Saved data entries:
◇ ◇ ◇ ◇
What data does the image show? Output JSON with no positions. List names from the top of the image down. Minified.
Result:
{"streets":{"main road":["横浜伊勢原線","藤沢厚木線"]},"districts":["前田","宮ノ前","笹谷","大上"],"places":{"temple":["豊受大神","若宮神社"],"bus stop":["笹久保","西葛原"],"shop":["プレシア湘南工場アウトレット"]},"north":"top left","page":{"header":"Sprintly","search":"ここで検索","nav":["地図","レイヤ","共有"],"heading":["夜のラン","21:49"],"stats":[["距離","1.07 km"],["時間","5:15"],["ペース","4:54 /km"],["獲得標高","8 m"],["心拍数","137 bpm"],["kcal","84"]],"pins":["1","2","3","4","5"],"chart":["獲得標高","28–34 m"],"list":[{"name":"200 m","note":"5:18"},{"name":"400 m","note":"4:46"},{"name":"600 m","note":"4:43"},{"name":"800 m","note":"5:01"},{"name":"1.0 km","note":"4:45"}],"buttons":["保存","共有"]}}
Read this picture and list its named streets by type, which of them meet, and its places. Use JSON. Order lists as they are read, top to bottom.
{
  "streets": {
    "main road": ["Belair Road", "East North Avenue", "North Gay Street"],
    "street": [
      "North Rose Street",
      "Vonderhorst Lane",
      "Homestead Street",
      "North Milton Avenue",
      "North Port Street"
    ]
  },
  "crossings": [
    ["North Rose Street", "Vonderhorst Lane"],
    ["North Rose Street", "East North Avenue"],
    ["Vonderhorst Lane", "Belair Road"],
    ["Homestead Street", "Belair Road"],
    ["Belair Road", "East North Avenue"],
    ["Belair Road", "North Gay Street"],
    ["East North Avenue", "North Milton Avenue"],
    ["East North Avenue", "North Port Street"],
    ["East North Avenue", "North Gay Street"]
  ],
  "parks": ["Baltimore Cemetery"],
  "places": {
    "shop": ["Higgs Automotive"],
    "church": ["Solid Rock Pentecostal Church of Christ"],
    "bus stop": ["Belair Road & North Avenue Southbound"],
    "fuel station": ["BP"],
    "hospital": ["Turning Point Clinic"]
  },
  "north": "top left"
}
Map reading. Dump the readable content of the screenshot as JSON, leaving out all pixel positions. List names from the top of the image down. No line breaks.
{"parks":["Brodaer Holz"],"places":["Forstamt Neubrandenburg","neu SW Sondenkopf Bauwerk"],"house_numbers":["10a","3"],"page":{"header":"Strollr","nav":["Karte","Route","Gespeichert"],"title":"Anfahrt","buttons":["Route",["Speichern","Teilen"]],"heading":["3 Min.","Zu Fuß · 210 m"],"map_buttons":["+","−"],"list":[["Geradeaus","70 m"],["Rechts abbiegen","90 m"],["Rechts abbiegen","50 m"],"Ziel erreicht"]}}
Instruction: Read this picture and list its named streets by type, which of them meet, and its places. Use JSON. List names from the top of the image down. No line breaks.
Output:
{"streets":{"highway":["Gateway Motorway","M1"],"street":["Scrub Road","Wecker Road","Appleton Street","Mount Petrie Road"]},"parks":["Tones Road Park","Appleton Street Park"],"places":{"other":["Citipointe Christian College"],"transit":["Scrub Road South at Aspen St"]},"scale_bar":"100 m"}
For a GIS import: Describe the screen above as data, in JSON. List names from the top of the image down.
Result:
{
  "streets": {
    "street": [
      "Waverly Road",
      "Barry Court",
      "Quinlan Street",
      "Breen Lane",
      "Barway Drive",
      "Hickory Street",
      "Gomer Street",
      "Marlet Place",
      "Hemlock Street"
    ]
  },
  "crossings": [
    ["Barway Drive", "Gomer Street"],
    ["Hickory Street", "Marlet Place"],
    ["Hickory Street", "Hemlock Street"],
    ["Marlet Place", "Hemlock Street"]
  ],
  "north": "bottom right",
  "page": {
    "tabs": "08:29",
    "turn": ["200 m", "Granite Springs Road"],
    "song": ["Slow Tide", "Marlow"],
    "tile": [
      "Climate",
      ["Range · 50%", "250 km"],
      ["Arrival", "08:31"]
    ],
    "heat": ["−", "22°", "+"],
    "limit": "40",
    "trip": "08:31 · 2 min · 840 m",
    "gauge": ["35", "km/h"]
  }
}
◇ ◇ ◇ ◇
WORK INSTRUCTION:
Write out, word for word, the line containing "For a GIS import: Describe" and all the lines after it in the entries above, and nothing more.

YOUR SOLUTION:
For a GIS import: Describe the screen above as data, in JSON. List names from the top of the image down.
Result:
{
  "streets": {
    "street": [
      "Waverly Road",
      "Barry Court",
      "Quinlan Street",
      "Breen Lane",
      "Barway Drive",
      "Hickory Street",
      "Gomer Street",
      "Marlet Place",
      "Hemlock Street"
    ]
  },
  "crossings": [
    ["Barway Drive", "Gomer Street"],
    ["Hickory Street", "Marlet Place"],
    ["Hickory Street", "Hemlock Street"],
    ["Marlet Place", "Hemlock Street"]
  ],
  "north": "bottom right",
  "page": {
    "tabs": "08:29",
    "turn": ["200 m", "Granite Springs Road"],
    "song": ["Slow Tide", "Marlow"],
    "tile": [
      "Climate",
      ["Range · 50%", "250 km"],
      ["Arrival", "08:31"]
    ],
    "heat": ["−", "22°", "+"],
    "limit": "40",
    "trip": "08:31 · 2 min · 840 m",
    "gauge": ["35", "km/h"]
  }
}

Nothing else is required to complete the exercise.